Panathlon has become deeply embedded at Alleyn Court Prep School in Southend – and the school’s Director of Sport says working with us has “changed me as a person.”

Alleyn Court have hosted Panathlon competitions in recent years and competed in many external events including swimming galas at the London Aquatics Centre. This term, three former Panathletes in Year 6 (including Will and Maya) volunteered as Young Leaders at a Panathlon competition for Key Stage 1 children, supporting younger pupils and officiating the competition with confidence and enthusiasm.

“They were so inspired by their own past experiences with Panathlon that they wanted to lead younger children from our school at the event,” said Alleyn Court’s Director of Sport, Noel Smith. “It was really sweet to see them supporting our Year 1 and 2 children, but they were brilliant with the other teams as well. They cheered whenever they did something well.”

This willingness to give back is only part of the story of how Panathlon has positively impacted Alleyn Court pupils. The parents of one former pupil, Emma Strain, were so thankful for the effect that participating had had on their daughter that they donated £1000 for the school to spend on Panathlon equipment.

The polybat, new-age kurling, table cricket, basketball hoop and bowling sets are now used in the school’s Panathlon club every Tuesday. The club, run by Karen Montellier, is invite-only for pupils with disabilities and special needs, with participants’ impairments ranging from a wheelchair user to learning difficulties.

The club runs alongside the school’s traditional football, rugby, cricket and netball clubs and is considered very much of equal status, with their achievements celebrated wholeheartedly in assemblies and awards ceremonies. “The club is great fun, they all absolutely love it,” said Mr Smith.

The school has also partnered with local charity Whizz-Kidz which funds young wheelchair users. They have supplied further adapted sports equipment and Panathletes help lead activities for pupils with lower-body mobility issues.

Additionally, the school awards the Strain Cup (named after the same former pupil) each year to the highest-achieving Panathlon competitor alongside the traditional mainstream annual sporting prizes. The winners’ names are engraved on it forever. “Emma’s parents saw the massive confidence and benefits it brought her and wanted to reward others who excelled in it too,” said Mr Smith.

Mr Smith uses the Panathlon equipment and ethos to differentiate activities for SEND pupils within the curriculum. If less-able pupils are unable to access table tennis, for example, the table cricket set will be set up alongside for SEND pupils.

“Panathlon has taken off at our school massively,” says Mr Smith. “If every school did it – which they can because every primary school has Sports Premium funding – it would make as huge a difference as it has here.

“We give every child the opportunity to play football and netball for the school, regardless of their ability, but a couple of years ago we realised there was something missing for a certain cohort of children. I got together with my staff and the SENCO and got involved in a local Panathlon competition with the Southend School Sport Partnership. From there, we wanted to do more and more.”

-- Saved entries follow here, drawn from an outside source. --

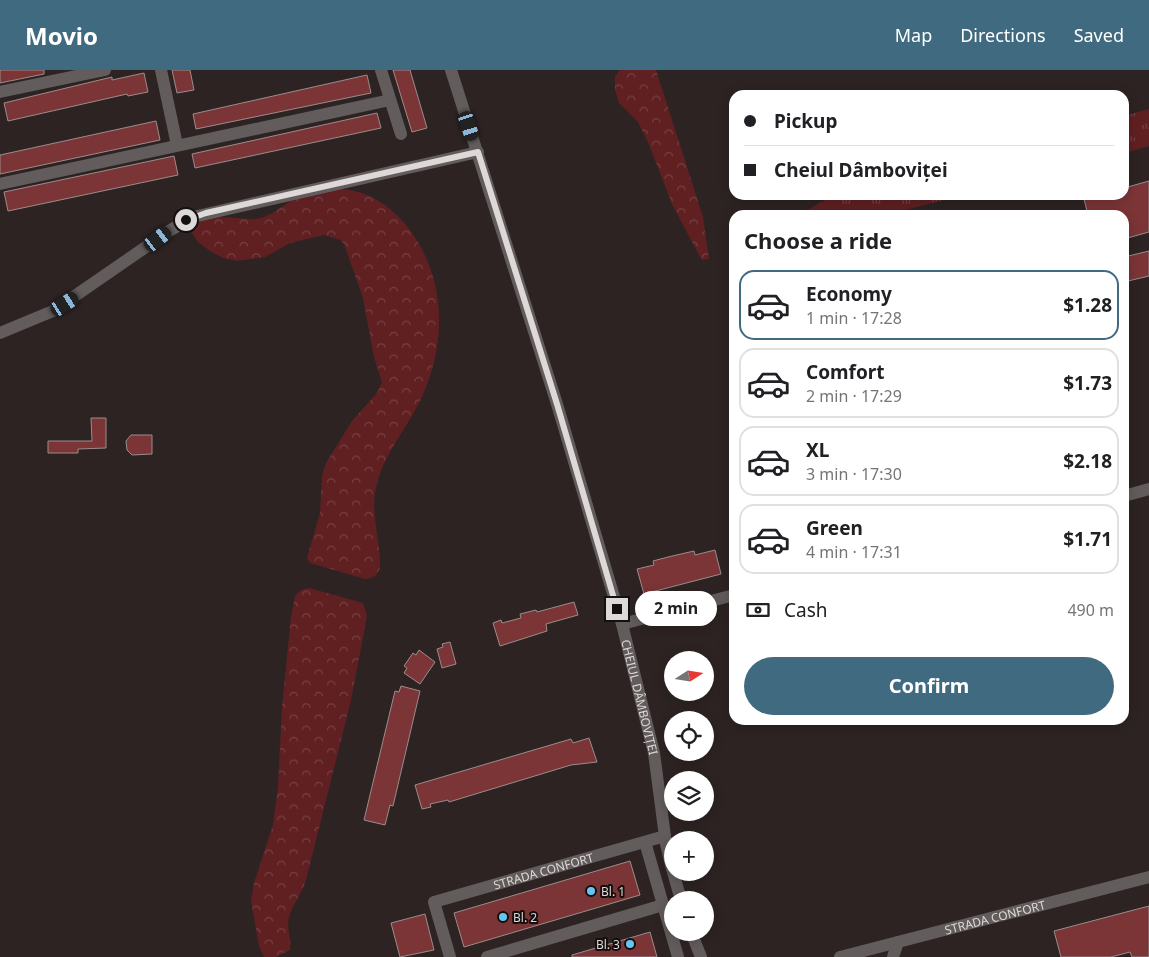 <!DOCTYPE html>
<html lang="en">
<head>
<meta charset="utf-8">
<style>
  body { margin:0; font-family:"Noto Sans",sans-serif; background:#f2f2f2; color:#202124; height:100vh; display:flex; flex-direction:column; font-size:19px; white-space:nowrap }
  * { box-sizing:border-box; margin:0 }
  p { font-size:16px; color:#757577 }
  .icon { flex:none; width:28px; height:28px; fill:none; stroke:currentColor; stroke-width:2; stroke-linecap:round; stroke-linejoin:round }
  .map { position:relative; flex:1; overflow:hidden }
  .drawer { position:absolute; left:729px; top:140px; width:400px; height:515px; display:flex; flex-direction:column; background:#fff; border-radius:15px; box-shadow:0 2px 12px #0003 }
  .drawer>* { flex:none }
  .guide { position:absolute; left:729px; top:20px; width:400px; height:110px; border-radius:15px; box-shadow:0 2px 12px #0003; display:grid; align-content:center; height:110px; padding:0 15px; background:#fff }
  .needle { width:32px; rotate:78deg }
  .controls { position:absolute; left:664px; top:581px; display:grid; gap:10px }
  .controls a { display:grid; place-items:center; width:50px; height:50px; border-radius:50%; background:#fff; box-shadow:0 2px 12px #0003; font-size:25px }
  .end { position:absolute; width:22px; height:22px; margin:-11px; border:6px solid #dfd8d8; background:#111; box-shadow:0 0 0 2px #111 }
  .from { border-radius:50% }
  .bubble { position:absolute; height:35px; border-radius:18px; background:#fff; box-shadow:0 2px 12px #0003; font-size:16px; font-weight:700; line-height:35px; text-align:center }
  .car { position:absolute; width:15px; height:30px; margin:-15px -8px; border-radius:6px; box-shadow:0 0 4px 1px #0007; background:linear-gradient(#222 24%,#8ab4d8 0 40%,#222 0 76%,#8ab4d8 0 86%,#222 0) }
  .guide b { display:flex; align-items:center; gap:18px; height:48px; font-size:19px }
  .guide b+b { border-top:1px solid #e0e0e0 }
  .guide i { width:12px; height:12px; background:#202124 }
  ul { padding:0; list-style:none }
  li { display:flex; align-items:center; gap:15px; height:70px; margin:0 10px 8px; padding:0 5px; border:2px solid #e0e0e0; border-radius:15px }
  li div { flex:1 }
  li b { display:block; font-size:19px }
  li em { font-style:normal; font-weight:700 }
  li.selected { border-color:#406a80 }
  li>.icon { width:45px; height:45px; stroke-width:1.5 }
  h2 { padding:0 15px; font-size:22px; line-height:60px }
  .pay { display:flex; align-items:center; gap:12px; height:55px; padding:0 15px; font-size:19px }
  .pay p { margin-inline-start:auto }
  .button { display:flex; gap:10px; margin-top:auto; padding:10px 15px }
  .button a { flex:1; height:58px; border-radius:30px; background:#406a80; color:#fff; font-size:20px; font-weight:700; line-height:58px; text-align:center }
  header { display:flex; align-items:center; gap:30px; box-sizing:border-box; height:70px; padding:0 25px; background:#406a80; color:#fff }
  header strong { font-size:24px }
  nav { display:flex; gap:28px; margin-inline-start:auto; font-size:18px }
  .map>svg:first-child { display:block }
  .grass { fill:url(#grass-tufts) }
  .forest { fill:url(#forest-crowns) }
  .building { fill:#7c3536; stroke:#9a8d8c }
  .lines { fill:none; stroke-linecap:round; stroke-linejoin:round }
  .minor { stroke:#625d5c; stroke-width:12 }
  .route { stroke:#dfd8d8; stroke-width:6 }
  .poi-dot { fill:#68c4f0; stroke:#120e0d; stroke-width:2 }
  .labels { text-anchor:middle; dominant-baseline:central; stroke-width:4; stroke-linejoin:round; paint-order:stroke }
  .street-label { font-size:12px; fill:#dfd8d8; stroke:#120e0d }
  .poi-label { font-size:12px; fill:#dfd8d8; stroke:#120e0d; text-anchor:start }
</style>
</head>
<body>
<header>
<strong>Movio</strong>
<nav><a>Map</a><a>Directions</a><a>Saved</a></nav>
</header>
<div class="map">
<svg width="1149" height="887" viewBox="0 0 1149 887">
  <defs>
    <pattern id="grass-tufts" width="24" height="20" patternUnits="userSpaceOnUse" patternTransform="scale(1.25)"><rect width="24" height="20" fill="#602022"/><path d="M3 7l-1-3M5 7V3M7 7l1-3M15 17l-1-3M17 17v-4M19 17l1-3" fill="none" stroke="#764041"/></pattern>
    <pattern id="forest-crowns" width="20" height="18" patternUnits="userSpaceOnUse" patternTransform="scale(1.25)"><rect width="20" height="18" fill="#602022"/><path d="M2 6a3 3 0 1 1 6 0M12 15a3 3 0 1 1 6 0" fill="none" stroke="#764041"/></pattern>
  </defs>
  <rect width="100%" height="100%" fill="#2d2323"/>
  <!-- grass -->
  <g class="grass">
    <polygon points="1149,39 1149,76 1124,83 1124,46"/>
    <polygon points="834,125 963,125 886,145 798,145"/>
  </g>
  <!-- forest -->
  <g class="forest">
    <polygon points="620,0 656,0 703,147 709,189 702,190 700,187 672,134 648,72 638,52 619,33 615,20 615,7"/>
    <path d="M 341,119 C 371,121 395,139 412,163 C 447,213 446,275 421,329 C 407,358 386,381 377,413 C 369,443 381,469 380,499 L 374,507 L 365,509 L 310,493 L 307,488 L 320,443 L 322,406 L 326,393 L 352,351 L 377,323 L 382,312 L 374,287 L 363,228 L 344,174 L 340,170 L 324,165 L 290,173 L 265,187 L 237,191 L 223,188 L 210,181 L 198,172 L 192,163 C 196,139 236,150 254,149 C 271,148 280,136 295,129 C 308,123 326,122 341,119 Z"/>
    <path d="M 309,518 L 363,533 L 367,546 L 351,630 L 306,810 C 302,823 293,834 289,847 C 286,859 292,868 290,880 L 276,887 L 264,887 L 259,876 L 251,831 L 254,813 L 273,755 L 278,717 L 282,637 L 291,547 L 295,526 L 301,520 Z"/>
  </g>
  <!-- building -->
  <g class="building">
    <polygon points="0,0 44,0 44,4 0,13"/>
    <polygon points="172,0 190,0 194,20 177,23"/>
    <polygon points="393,0 410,0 427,58 412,62"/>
    <polygon points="144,3 148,22 128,26 127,24 8,51 4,33 112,7 112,10"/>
    <polygon points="367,5 371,23 196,59 193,44"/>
    <polygon points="377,43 381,58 195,98 192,84"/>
    <polygon points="156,51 160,70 0,104 0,85"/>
    <polygon points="174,86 178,105 8,141 4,122"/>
    <polygon points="1149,111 1149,162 1124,169 1124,145 1088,145 1084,129 1098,125 1124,125 1124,118"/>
    <polygon points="1149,181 1149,206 1124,212 1124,187"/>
    <polygon points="91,348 106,348 106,378 78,379 78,383 48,383 48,371 92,371"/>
    <polygon points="131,365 152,365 152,384 132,385 127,380 126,371"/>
    <polygon points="715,480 721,504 644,524 637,499 654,495 653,491 668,487 694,481 695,485"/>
    <polygon points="574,532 578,545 546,554 547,561 500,576 493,553 501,550 502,553 521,548 520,544 536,540 537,542"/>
    <polygon points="450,572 456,594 442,598 437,579 443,577 442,574"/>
    <polygon points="419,580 435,592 420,614 404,603 407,598 404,596 413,583 416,585"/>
    <polygon points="401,616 420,621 393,736 390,735 385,755 364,750 395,621 399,622"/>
    <polygon points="589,668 597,692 571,695 449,732 448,730 430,734 431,737 422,739 415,715 571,669 573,673"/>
    <polygon points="630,791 640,825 464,877 454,843"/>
    <polygon points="1149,836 1149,887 1132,887 1130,882 1111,887 1061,887 1054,861"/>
    <polygon points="425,844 434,880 400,887 391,853"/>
    <polygon points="650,862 657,887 572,887 572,885"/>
  </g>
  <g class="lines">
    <!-- minor -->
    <g class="minor">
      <polyline points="161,0 177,75"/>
      <polyline points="381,0 401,64"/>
      <path id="s1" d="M 451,0 L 557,334 L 622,554 L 654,683 L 666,774 L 672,799"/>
      <polyline points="0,22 105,0"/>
      <polyline points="0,114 390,30"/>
      <polyline points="0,263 53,241 169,161 193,147 478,82"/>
      <polyline points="1124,426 1149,419"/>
      <polyline points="622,554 734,525"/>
      <polyline points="645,772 678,887"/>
      <polyline points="673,802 681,830"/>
      <polyline points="691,862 701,887"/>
      <path id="s2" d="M 450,887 L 434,832 L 665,766"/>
      <polyline points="487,887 663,835"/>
      <path id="s3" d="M 840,887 L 1149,807"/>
      <polyline points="893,887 898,872"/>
    </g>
  </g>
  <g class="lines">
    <!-- route -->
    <polyline class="route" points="186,150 206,143 478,82 557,334 617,539"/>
  </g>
  <!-- markers -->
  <g class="poi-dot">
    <circle cx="591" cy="821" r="5"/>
    <circle cx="503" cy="847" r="5"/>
    <circle cx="630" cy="874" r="5"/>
  </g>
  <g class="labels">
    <!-- street labels -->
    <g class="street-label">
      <text stroke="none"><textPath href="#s1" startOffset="655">CHEIUL DÂMBOVIȚEI</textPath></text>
      <text stroke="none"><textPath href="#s2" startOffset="171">STRADA CONFORT</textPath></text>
      <text stroke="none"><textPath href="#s3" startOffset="160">STRADA CONFORT</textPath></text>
    </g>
    <!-- poi labels -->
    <g class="poi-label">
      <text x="601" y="821">Bl. 1</text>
      <text x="513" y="847">Bl. 2</text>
      <text x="620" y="874" text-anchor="end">Bl. 3</text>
    </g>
  </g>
</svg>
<div class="controls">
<a><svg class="needle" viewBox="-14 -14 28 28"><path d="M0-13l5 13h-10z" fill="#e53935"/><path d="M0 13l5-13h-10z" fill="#757577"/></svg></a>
<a><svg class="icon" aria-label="locate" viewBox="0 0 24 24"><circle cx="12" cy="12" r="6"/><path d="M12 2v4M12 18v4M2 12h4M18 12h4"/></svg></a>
<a><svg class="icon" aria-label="layers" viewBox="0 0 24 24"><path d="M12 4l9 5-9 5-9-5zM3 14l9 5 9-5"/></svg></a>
<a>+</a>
<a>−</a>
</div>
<i class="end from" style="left:186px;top:150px"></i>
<i class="end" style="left:617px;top:539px"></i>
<div class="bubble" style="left:635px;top:521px;width:82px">2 min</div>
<i class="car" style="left:469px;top:56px;rotate:162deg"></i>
<i class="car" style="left:158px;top:169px;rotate:53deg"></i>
<i class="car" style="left:65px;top:234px;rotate:57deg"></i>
<div class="guide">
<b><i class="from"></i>Pickup</b>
<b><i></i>Cheiul Dâmboviței</b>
</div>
<section class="drawer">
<h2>Choose a ride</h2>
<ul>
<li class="selected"><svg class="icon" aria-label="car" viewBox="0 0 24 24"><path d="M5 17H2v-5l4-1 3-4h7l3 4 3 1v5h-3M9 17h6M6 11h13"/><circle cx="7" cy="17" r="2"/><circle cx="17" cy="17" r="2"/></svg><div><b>Economy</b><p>1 min · 17:28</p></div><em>$1.28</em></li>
<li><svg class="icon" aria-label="car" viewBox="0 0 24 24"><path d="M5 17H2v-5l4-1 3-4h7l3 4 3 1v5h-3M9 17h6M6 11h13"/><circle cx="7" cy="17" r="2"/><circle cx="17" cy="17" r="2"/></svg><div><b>Comfort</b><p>2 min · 17:29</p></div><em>$1.73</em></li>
<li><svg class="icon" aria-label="car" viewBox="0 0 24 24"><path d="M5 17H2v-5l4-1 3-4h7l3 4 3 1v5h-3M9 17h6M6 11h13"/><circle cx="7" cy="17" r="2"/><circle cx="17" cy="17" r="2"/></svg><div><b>XL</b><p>3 min · 17:30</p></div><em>$2.18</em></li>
<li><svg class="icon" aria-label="car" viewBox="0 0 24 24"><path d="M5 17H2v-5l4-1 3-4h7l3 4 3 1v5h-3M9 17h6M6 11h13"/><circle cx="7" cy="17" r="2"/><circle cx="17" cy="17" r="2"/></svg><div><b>Green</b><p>4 min · 17:31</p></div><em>$1.71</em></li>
</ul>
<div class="pay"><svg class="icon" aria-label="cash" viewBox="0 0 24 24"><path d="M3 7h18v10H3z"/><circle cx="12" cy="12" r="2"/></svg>Cash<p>490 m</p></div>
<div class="button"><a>Confirm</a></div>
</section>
</div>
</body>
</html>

Witnessing Panathlon’s impact on pupils on a weekly basis inspired Mr Smith to volunteer for a charity called Camp Jojo during the summer holidays. Camp JoJo offer summer camping experiences for families with children who have complex needs. Mr Smith now takes the school’s Panathlon equipment along to the camps.

He revealed: “Previously, there were table tennis tables at the campsite, but only the parents used them. The Panathlon activities are completely accessible and fun for everyone. The children can now take part, but the adults do too!”

Panathlon has also given Mr Smith a broader view on the delivery of PE and sport. “I’ve been teaching PE for 19 years and I’ve always been very old-school – very traditional,” he explains. “Panathlon has been important for my development as a person and a PE teacher. It’s changed me. It’s opened my eyes to the whole world.

“I was always a football, rugby, cricket kind of guy, but now I understand more about various needs and disabilities. Panathlon came along at the right time for us as a school to give children more opportunity to access and enjoy competitive sport. I’ve now got so much more empathy for families with children with SEND and what they have to go through on a daily basis. I’m happy that we can impact so positively on their lives.”

Panathlon’s Chief Operating Officer, Tony Waymouth, said: “The work we have done in Southend with local School Games Organiser Kirk Edwards has really borne fruit – and Alleyn Court is a prime example.

“We give special thanks to Noel Smith for embracing everything we have provided and helping us leave a legacy for children with disabilities and special needs at the school.”